TASK REQUIREMENTS: Give every line of the records exactly, please, from the first up to and including the one containing "filter:drop-shadow(0 0 1px".

DATA LISTING:
┄┄┄┄┄┄┄┄┄┄

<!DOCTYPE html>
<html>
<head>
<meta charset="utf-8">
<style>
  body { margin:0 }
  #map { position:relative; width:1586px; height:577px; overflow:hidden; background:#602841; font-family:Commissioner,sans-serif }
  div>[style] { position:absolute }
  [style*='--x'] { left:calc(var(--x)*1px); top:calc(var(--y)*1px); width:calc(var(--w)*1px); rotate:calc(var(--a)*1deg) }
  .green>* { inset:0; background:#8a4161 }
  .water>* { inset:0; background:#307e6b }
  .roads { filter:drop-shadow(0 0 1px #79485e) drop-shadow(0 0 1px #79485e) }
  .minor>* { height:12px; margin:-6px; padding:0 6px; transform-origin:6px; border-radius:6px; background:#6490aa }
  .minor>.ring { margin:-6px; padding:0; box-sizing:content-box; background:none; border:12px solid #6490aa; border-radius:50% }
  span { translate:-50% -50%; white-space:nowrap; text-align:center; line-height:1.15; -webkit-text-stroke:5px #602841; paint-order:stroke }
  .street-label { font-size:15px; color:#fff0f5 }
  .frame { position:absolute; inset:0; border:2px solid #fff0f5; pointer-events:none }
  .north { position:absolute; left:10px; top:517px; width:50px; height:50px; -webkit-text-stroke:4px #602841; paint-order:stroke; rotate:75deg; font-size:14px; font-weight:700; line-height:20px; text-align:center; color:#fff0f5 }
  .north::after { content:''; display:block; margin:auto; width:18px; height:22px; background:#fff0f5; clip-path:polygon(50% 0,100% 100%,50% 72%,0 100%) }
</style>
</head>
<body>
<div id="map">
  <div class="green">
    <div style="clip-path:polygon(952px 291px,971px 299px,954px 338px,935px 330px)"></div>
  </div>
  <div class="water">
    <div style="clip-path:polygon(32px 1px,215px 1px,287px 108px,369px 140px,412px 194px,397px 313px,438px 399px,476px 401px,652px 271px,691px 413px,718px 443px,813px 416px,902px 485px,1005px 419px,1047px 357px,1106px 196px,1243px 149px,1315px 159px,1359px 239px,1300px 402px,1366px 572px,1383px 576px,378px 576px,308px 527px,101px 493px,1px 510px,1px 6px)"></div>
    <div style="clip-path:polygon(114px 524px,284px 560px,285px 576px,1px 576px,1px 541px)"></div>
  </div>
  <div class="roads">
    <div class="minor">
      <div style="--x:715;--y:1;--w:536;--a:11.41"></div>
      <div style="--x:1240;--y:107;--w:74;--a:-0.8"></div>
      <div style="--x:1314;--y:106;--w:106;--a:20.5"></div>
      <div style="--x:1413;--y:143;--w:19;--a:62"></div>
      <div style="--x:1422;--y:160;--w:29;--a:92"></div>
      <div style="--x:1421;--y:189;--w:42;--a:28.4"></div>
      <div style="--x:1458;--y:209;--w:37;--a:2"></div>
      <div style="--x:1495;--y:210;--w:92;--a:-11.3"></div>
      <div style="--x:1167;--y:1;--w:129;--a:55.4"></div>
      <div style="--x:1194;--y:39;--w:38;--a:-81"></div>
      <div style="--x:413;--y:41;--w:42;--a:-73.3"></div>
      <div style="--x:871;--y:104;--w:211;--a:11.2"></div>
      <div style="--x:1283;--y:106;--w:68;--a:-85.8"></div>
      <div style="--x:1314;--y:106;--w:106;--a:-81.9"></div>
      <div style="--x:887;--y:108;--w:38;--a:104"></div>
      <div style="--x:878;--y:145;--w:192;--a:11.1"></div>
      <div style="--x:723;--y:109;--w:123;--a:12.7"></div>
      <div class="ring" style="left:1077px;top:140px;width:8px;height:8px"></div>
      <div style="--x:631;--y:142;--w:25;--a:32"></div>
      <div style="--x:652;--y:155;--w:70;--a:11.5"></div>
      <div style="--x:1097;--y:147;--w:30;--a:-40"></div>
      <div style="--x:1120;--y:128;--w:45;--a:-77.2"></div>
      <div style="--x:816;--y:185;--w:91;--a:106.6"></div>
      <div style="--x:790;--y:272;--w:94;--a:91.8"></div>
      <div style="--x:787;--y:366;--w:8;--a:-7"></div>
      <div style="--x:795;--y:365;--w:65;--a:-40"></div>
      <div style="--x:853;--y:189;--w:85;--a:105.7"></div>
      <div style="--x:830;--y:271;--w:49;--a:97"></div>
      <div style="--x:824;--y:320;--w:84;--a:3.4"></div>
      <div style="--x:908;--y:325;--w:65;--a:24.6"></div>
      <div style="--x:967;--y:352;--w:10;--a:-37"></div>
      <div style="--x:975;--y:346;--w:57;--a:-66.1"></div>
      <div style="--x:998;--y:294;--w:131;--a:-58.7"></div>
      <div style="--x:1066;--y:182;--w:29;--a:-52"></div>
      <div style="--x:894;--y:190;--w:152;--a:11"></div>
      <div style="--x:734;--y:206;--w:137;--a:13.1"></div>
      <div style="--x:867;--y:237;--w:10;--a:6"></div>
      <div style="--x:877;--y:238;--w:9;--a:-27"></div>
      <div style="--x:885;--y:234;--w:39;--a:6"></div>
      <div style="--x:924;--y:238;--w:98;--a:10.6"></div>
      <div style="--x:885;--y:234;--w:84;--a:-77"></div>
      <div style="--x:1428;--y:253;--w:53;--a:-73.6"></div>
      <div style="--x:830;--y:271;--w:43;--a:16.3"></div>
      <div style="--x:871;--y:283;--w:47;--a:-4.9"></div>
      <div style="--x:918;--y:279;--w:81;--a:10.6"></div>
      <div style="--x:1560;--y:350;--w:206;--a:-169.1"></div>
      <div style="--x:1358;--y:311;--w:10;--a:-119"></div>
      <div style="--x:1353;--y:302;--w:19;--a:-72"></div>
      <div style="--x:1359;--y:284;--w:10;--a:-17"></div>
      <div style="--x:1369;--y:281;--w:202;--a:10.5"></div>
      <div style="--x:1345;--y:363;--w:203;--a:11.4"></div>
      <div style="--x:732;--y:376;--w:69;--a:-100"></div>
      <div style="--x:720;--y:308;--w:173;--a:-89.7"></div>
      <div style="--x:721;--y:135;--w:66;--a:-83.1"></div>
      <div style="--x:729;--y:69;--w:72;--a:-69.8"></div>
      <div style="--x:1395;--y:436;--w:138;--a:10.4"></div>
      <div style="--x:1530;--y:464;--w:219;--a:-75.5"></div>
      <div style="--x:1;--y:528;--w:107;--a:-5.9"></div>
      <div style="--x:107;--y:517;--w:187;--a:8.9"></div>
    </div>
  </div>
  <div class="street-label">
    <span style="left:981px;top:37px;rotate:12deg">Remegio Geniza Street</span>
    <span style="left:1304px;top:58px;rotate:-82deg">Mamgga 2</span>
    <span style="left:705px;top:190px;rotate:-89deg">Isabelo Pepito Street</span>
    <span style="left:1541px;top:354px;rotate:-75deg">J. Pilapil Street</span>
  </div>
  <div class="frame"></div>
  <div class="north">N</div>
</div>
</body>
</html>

┄┄┄┄┄┄┄┄┄┄

SOLUTION TO THE EXERCISE:
<!DOCTYPE html>
<html>
<head>
<meta charset="utf-8">
<style>
  body { margin:0 }
  #map { position:relative; width:1586px; height:577px; overflow:hidden; background:#602841; font-family:Commissioner,sans-serif }
  div>[style] { position:absolute }
  [style*='--x'] { left:calc(var(--x)*1px); top:calc(var(--y)*1px); width:calc(var(--w)*1px); rotate:calc(var(--a)*1deg) }
  .green>* { inset:0; background:#8a4161 }
  .water>* { inset:0; background:#307e6b }
  .roads { filter:drop-shadow(0 0 1px #79485e) drop-shadow(0 0 1px #79485e) }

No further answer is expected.